History of the Narrative:

1) Pre-Conquest--Earliest Brythonic Celtic versions in Scotland (: Drystan & Essylt vs. Drystan’s uncle March. No potion, no "Isolde of the White Hands," etc.

2) c. 1150, the "archetype" Tristan story with the love potion.

3) c. 1160-70, the "Tristram" of Thomas, for Henry II or Eleanor of Acquitaine [revised to emph. courtly manners, etc.]

4) c. 1190, the Norman French "Tristan" by Broul, and c.1170, German "Tristan" by Eilhart von Oberge.

5) Gottfried von Strasbourg’s Tristan, c. 1210, source for all later "Tristan" narratives.


Narrative descendents of Thomas' version:

_____Thomas' "Tristram"_______

Gottfried's Folie Tristan C12 Old Norse

Tristan Luite Tristan C12 Saga version no later descendents but still read in Iceland!

Chretien de Troyes'| Conte del Graal c.1210 

Prose Tristan C13, (Vulgate Cycle)

Sir Tristrem, c.1300 (Northern stanzaic ME)

Sir Thomas Malory, Le Morte Darthur, also based on the Prose Tristan, 1469 MS./1485 print edition

Matthew Arnold, "Tristram and Iseult," 1852

Richard Wagner, Tristan und Isolde, 1857-59 (Ger. opera)
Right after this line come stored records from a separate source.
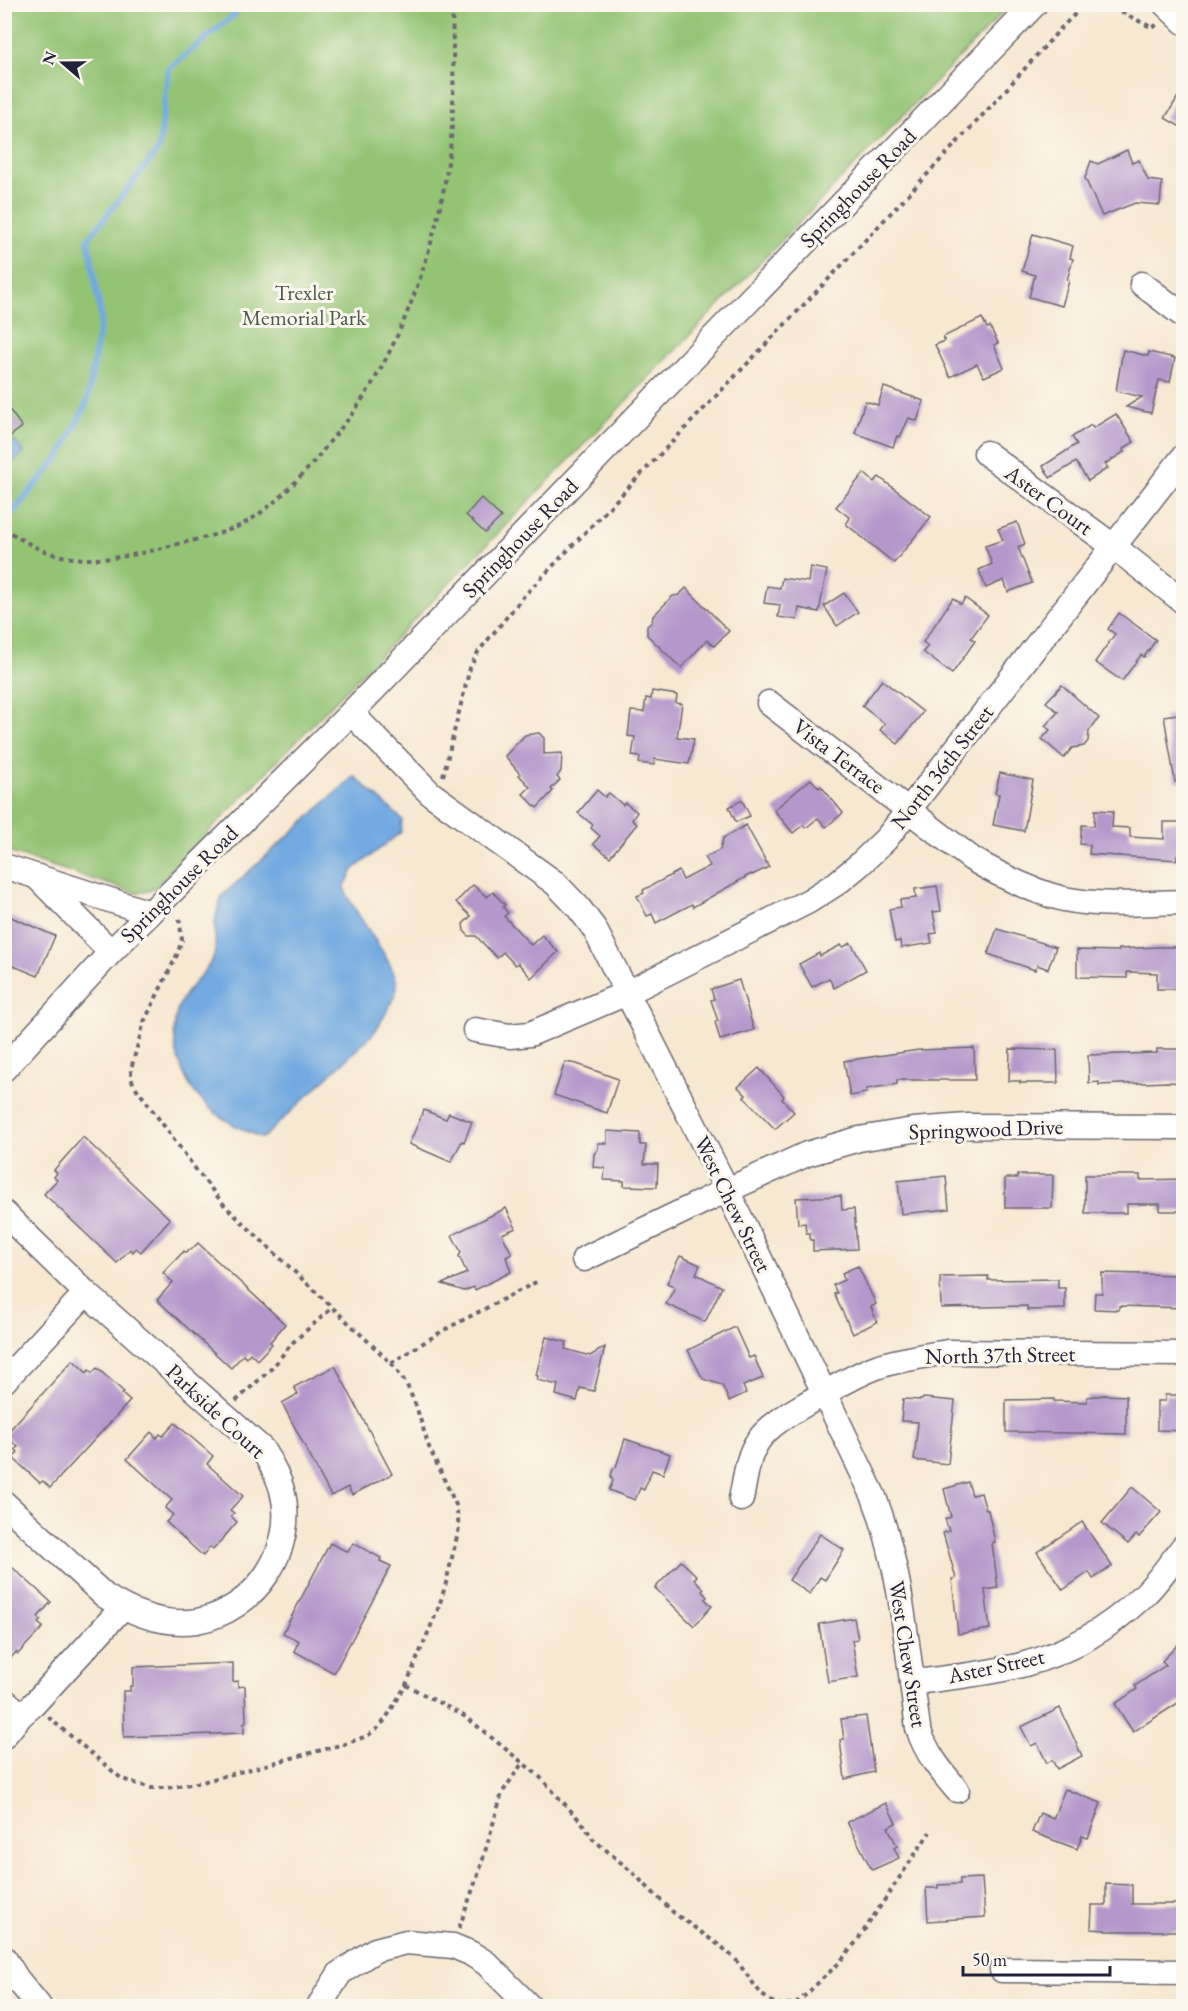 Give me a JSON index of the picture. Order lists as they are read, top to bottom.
{
  "streets": {
    "street": [
      "Springhouse Road",
      "Aster Court",
      "Vista Terrace",
      "North 36th Street",
      "Springwood Drive",
      "West Chew Street",
      "North 37th Street",
      "Parkside Court",
      "Aster Street"
    ]
  },
  "crossings": [
    ["Springhouse Road", "West Chew Street"],
    ["Aster Court", "North 36th Street"],
    ["Vista Terrace", "North 36th Street"],
    ["North 36th Street", "West Chew Street"],
    ["Springwood Drive", "West Chew Street"],
    ["West Chew Street", "North 37th Street"],
    ["West Chew Street", "Aster Street"]
  ],
  "parks": ["Trexler Memorial Park"],
  "scale_bar": "50 m",
  "north": "left"
} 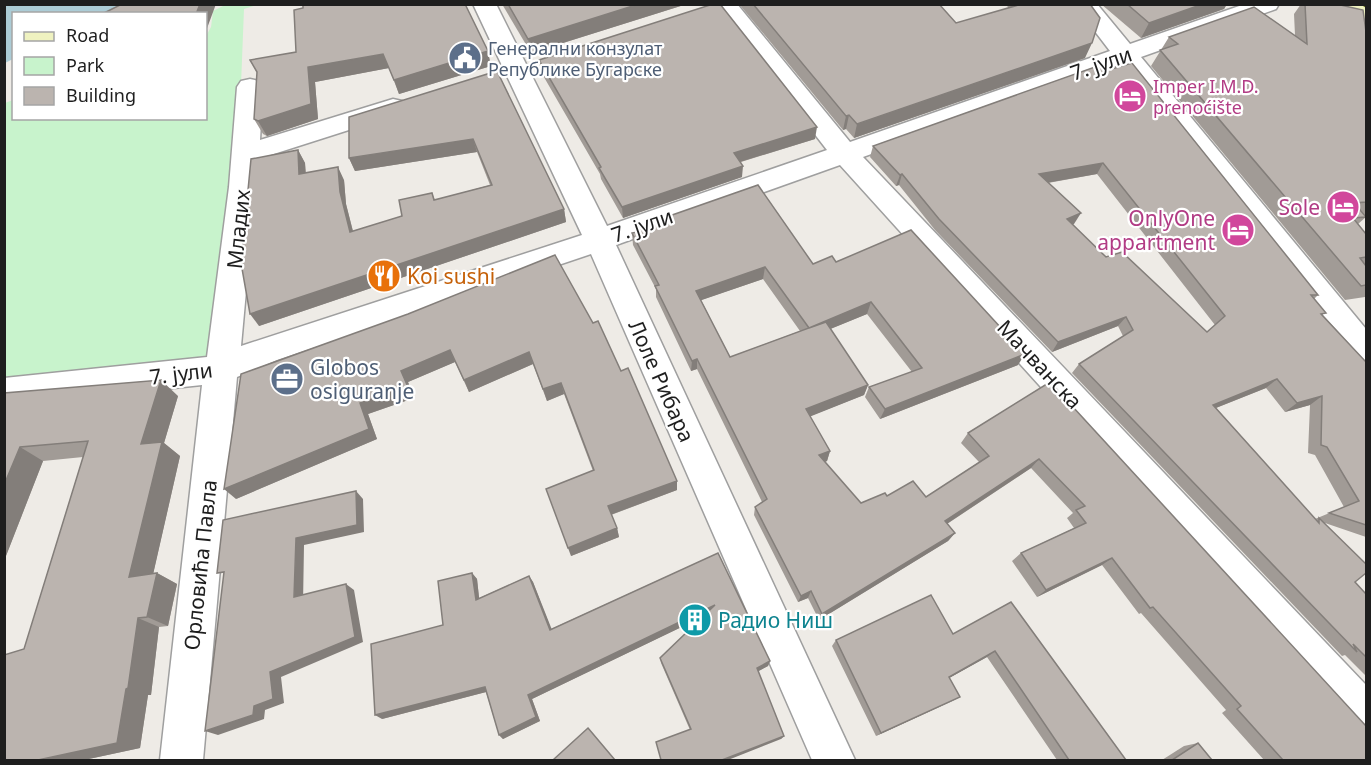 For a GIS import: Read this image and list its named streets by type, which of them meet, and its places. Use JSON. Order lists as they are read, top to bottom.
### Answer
{
  "streets": {
    "street": [
      "7. јули",
      "Младих",
      "Мачванска",
      "Лоле Рибара",
      "Орловића Павла"
    ]
  },
  "crossings": [
    ["7. јули", "Младих"],
    ["7. јули", "Мачванска"],
    ["7. јули", "Лоле Рибара"],
    ["7. јули", "Орловића Павла"],
    ["Младих", "Орловића Павла"]
  ],
  "places": {
    "public building": ["Генерални конзулат Републике Бугарске"],
    "hotel": ["Imper I.M.D. prenoćište", "Sole", "OnlyOne appartment"],
    "restaurant": ["Koi sushi"],
    "office": ["Globos osiguranje"],
    "building": ["Радио Ниш"]
  },
  "legend": ["Road", "Park", "Building"]
}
Tennyson, "The Last Tournament," 1871

Swinburne, Trystram of Lyonesse, 1882


Gottfried von Strassburg’s c. 1210 Tristan, Major Narrative Elements:

I. Birth and early life.

A. T’s father, Rivalin, and his mother, Blanchefleur’s tragic death in childbirth (his name)

B. T's service with his uncle, Mark, King of Cornwall, including duel with Morholt of Ireland, the poisoned wound caused by a splinter from Morholt’s sword, and his cure (disguised as "Tantris") by Isolde, Morholt’s neice.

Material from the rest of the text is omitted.